▶ What to do
Check each line of the entries below for the word "любителей", and copy out the ones that have it.

▶ Entries provided

Content starts

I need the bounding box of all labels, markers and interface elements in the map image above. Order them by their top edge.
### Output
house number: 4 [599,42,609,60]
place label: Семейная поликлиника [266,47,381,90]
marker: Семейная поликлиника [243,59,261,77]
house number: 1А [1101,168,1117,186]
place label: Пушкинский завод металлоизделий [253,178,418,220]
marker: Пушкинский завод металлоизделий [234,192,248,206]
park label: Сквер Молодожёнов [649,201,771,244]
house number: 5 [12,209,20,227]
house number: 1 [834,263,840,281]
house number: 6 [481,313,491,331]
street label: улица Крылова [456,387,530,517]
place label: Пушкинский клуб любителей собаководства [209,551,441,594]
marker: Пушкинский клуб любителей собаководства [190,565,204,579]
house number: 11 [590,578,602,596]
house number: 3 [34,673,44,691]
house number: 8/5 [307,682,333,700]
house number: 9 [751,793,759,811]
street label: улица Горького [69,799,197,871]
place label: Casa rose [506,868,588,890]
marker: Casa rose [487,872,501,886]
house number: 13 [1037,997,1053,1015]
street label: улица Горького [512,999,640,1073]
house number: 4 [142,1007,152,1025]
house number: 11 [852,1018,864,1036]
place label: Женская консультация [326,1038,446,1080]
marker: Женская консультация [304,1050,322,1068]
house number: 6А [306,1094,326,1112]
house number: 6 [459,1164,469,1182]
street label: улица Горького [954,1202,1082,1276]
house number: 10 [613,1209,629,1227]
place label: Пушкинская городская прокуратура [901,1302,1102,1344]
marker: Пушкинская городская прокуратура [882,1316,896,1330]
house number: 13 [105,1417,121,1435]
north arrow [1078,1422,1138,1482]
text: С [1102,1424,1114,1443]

Content ends

▶ Exercise result
place label: Пушкинский клуб любителей собаководства [209,551,441,594]
marker: Пушкинский клуб любителей собаководства [190,565,204,579]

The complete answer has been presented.